For a more comprehensive list of new releases, check out our New Books newsletter.
YA Book News
- Netflix is going to have more Fear Street adaptations coming.
- Speaking of adaptations, Studio Ghibli is releasing another Miyazaki Hayao film in the summer, and it’s the adaptation of the YA book How Do You Live.
- But Netflix has canned the adaptation of Sally Green’s Half Bad after one season.

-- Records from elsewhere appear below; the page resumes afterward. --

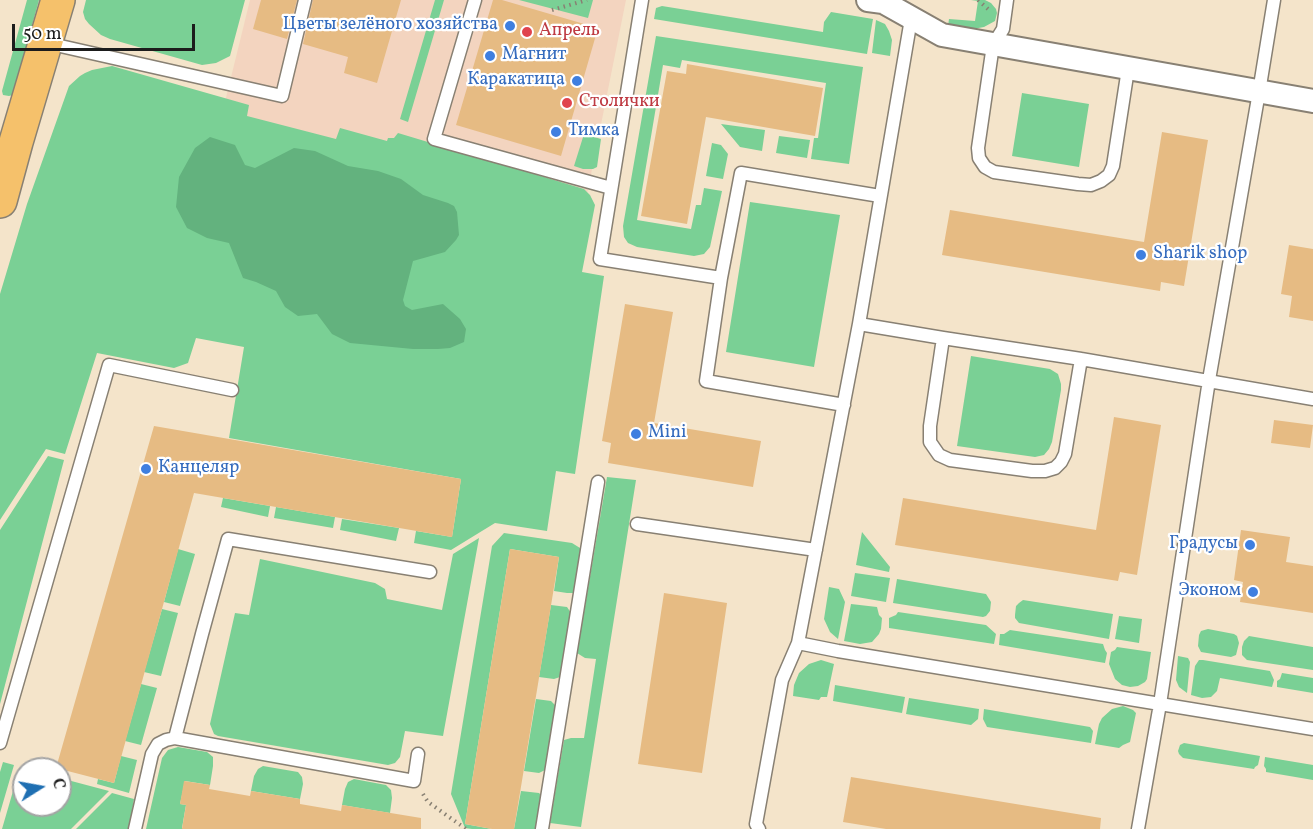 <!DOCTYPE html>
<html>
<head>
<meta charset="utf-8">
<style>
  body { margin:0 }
  #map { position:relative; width:1313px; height:829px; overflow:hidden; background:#f4e4ca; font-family:Vollkorn,serif }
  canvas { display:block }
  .north { position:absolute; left:12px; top:757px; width:60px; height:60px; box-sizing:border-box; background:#fff; border:2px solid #a4a4a4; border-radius:50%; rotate:79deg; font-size:16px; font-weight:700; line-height:24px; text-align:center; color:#1c1c1c }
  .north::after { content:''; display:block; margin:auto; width:21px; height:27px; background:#1f6fb2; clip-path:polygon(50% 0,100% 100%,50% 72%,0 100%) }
  .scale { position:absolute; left:12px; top:24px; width:183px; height:27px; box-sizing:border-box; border:3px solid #1c1c1c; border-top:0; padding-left:8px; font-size:18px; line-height:21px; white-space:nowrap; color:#1c1c1c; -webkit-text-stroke:4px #fff; paint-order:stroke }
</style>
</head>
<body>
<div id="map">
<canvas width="1313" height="829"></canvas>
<div class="north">С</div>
<div class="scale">50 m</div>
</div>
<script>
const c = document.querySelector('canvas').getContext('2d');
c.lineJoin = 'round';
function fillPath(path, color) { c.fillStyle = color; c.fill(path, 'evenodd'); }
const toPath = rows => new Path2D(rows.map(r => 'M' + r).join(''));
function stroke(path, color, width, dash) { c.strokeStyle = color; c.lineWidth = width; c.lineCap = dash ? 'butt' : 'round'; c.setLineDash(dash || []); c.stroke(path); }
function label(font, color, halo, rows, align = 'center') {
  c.font = font + ' Vollkorn,serif'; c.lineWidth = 4.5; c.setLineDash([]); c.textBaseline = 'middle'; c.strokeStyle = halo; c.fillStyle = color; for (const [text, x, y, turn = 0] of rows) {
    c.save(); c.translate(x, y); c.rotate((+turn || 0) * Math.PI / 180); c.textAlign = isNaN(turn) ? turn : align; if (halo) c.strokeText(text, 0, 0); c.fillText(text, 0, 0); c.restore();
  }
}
fillPath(toPath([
  [250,0,626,0,582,219,221,118]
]), '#f3d4bf');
fillPath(toPath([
  [27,0,39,0,13,95,9,96,3,95,2,91],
  [86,0,245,0,230,56,216,63,202,65,110,39,101,35,89,24,85,19,83,12],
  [435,0,444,0,408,122,400,119],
  [519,0,593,0,588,18],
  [971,0,985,0,991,3,996,9,997,13,995,21,984,27,973,29,948,26,949,19,975,21,978,1],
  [662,6,823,32,824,22,831,12,873,19,867,54,654,19,656,8],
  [876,20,885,24,889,31,892,40,890,56,872,53],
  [656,36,863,67,849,164,811,159,814,138,818,138,826,83,682,60,680,68,663,65,637,220,691,229,696,205,701,205,704,188,722,191,710,247,704,254,694,256,637,247,628,243,624,237,623,226],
  [112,66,249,105,247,116,336,139,340,128,387,141,388,138,394,138,398,133,584,189,590,195,595,205,582,272,604,276,575,474,556,471,547,531,495,523,451,550,414,543,416,531,452,537,461,479,229,438,244,347,196,338,188,363,174,368,97,353,65,454,46,449,0,520,0,294,27,204,69,86,80,76,85,73,92,70],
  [1022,93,1089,104,1079,167,1012,156],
  [721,124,765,130,762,151,740,147],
  [584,134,601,139,597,167,593,169,583,169,574,166],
  [779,136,810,140,807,158,776,153],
  [712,143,721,145,728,154,723,179,706,176],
  [750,202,840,215,814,367,726,352],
  [971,356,1050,369,1058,374,1061,384,1061,390,1052,442,1049,449,1044,455,1035,457,957,446],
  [48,456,64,460,0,704,0,530],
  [607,477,636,480,581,827,550,823,564,740,571,738,584,738,596,659,585,658,577,653],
  [223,498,270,506,268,517,221,507],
  [276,507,335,517,333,528,274,518],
  [342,519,399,528,396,541,340,530],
  [862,532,890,567,889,572,856,565],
  [504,533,572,543,580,548,582,558,578,588,574,593,567,593,554,591,559,557,510,549,465,824,492,829,472,829,465,828,451,794,492,546],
  [479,538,443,736,405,731,400,757,395,763,388,765,218,736,214,734,210,724,235,613,249,615,260,559,375,583,385,589,387,599,442,610,453,554],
  [178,549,195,554,180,606,164,602],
  [855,573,890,578,886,602,851,596],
  [897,579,986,594,991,602,990,611,986,616,983,617,893,603],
  [829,587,839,589,845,602,838,639,830,632,824,619],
  [1023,600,1113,614,1109,639,1019,623,1015,618,1015,615,1016,606,1019,603],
  [851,604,877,607,879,615,882,618,881,629,879,634,872,642,860,644,844,641],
  [551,605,567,607,571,613,564,671,560,677,554,679,539,677],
  [162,609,178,613,161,676,144,672],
  [898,612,986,625,996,634,994,644,889,628,889,618,896,615],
  [1119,616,1142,619,1139,643,1115,639],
  [1208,629,1234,634,1237,636,1239,643,1236,655,1231,657,1201,652,1198,646,1199,635,1201,631],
  [1010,630,1103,644,1105,650,1107,653,1105,663,999,645,1000,634,1004,634],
  [1249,636,1313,647,1313,670,1247,660,1242,655,1242,647,1244,641],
  [1117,647,1151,652,1147,679,1145,682,1138,686,1130,687,1122,685,1115,679,1109,664,1111,652,1115,650],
  [1178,656,1188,658,1190,662,1187,693,1179,687,1176,680],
  [821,660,834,664,827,697,821,697,819,700,793,696,794,685,799,673,809,664],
  [1199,660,1203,660,1270,671,1274,680,1272,687,1220,678,1217,691,1211,697,1202,698,1191,695,1195,666],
  [1282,673,1313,678,1313,693,1277,687,1277,681,1280,679],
  [141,684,157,688,141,745,125,741],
  [835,685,905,697,902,713,833,701],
  [909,698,979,709,978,719,971,725,906,714],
  [536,699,551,701,556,706,548,766,545,770,539,773,524,771],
  [1123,706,1133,710,1136,713,1130,742,1123,745,1119,748,1095,744,1099,724,1102,718,1112,709],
  [984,709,1090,727,1093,731,1091,743,987,727,983,719],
  [1184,743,1260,756,1258,765,1255,767,1254,769,1183,758,1179,754,1178,751,1180,745],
  [178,747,207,752,213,757,213,766,210,785,185,781,180,804,186,805,182,828,188,829,146,829,162,758,168,750],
  [121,756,137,760,129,793,97,784,98,779,114,783],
  [1265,757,1313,765,1313,780,1266,772,1266,769,1264,766],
  [3,762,14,765,0,813,0,772],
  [263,766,298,772,302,777,303,784,300,799,251,791,254,776,258,769],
  [20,767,26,769,24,769,24,805,60,805,60,778,109,791,71,829,2,829],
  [354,779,386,785,391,790,392,798,390,813,342,805,345,789,348,782],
  [521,791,539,793,542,796,539,829,514,829],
  [112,793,134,799,129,829,76,829]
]), '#7ad095');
fillPath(toPath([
  [210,137,235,145,245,165,255,168,294,148,315,151,348,166,378,171,401,179,423,195,448,203,454,206,457,212,459,235,456,240,445,252,413,261,403,300,405,306,412,310,443,304,460,319,466,329,464,342,450,348,438,349,413,349,350,343,332,334,317,314,298,316,285,307,276,291,256,282,243,278,229,243,207,238,187,228,176,207,179,177,195,148]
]), '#63b27e');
fillPath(toPath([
  [261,0,297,0,287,39,253,29],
  [313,0,401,0,377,83,344,73,348,57,303,44],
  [493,0,502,0,598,28,561,156,456,125],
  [687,64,823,88,815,136,706,117,687,224,641,216,667,71,686,74],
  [1162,132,1208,140,1184,286,1161,282,1160,291,942,255,950,210,1144,242],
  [1289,245,1313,249,1313,321,1289,317,1292,296,1281,294],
  [625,304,673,312,654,423,761,441,753,487,608,463,611,443,602,441],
  [1114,417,1161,425,1137,575,1120,572,1118,581,895,545,903,498,1096,530],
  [1274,420,1313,425,1310,448,1271,443],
  [154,426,461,479,452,537,194,493,114,783,56,768],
  [1241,530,1290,537,1286,562,1313,566,1313,613,1240,602,1243,582,1234,580],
  [510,549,559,557,514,829,492,829,465,824],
  [664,593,727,603,702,773,638,764],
  [851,777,1101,818,1100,829,886,829,843,822],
  [184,781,210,785,209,789,250,796,251,791,300,799,300,804,341,811,342,805,421,818,421,829,182,829,186,805,180,804]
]), '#e6bb83');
const lane = toPath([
  [475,0,434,139,611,188],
  [642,0,600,259,721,278],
  [1007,0,1003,29,993,45,978,148,979,158,985,167,994,172,1078,184,1091,185,1101,181,1109,175,1113,166,1128,69],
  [47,43,282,96,305,0],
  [859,324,943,338,1081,359,1313,399],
  [943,338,930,426,930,442,939,455,950,460,1032,471,1045,471,1055,468,1061,462,1065,454,1081,359],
  [844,405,706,381,721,278,741,173,880,196],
  [637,524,816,550],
  [798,643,838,651,1160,704,1209,380,1259,92,1274,0],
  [175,738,414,781,418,754],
  [0,743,109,365,232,390],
  [135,829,152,754,158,744,166,740,175,738,202,634,228,539,430,572],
  [542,829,598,482],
  [759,829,756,824,782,680,798,643,859,324,911,19],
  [1138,829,1160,704,1313,729]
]);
const street = toPath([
  [868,0,883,2,942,35,1313,101]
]);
const primary = toPath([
  [0,201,16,142,58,0]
]);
stroke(lane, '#888073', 15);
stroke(street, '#888073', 26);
stroke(primary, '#888073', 36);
stroke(toPath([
  [978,0,989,10],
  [552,10,587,0],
  [423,794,428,802,466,829]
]), '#888073', 4, [1.5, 4.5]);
stroke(lane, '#fff', 12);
stroke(street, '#fff', 22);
stroke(primary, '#f5c16b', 33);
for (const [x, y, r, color] of [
  [510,26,6,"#3f7fe0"],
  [527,32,6,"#e0444e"],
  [490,56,6,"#3f7fe0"],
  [577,81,6,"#3f7fe0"],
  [567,103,6,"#e0444e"],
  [556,132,6,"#3f7fe0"],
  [1141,255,6,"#3f7fe0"],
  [636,434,6,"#3f7fe0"],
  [146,469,6,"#3f7fe0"],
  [1250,545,6,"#3f7fe0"],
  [1253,592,6,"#3f7fe0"]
]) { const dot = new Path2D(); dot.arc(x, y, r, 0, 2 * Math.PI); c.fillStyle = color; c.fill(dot); stroke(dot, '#fff', 2); }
label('18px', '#366cbe', '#fff', [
  ["Цветы зелёного хозяйства",498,26,"right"],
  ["Магнит",502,56],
  ["Каракатица",565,81,"right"],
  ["Тимка",568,132],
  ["Sharik shop",1153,255],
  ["Mini",648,434],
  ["Канцеляр",158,469],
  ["Градусы",1238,545,"right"],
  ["Эконом",1241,592,"right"]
], 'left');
label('18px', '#be3a42', '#fff', [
  ["Апрель",539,32],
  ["Столички",579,103]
], 'left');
</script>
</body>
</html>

It is curious how many of their YA projects 1. don’t get promoted, 2. sometimes get renamed into something not great, then 3. end up not making it past a single season.
- This is an excellent essay by YA author Ashley Hope Pérez on the reality of the book banning situation right now.
And now for a bevy of best of/must reads lists from the year:
- The most notable fantasy, science fiction, and horror of 2022.
- The best YA mysteries of 2022.
- BuzzFeed’s picks for best YA books of 2022.
As always, thanks for hanging out. We’ll see you on Saturday for some great YA book deals, then again next Thursday.
Until then, happy reading–and if you’re experiencing this polar air and blizzard fun, stay safe and warm, too.
— Kelly Jensen, currently reading Six Times We Almost Kissed (And One Time We Did) by Tess Sharpe.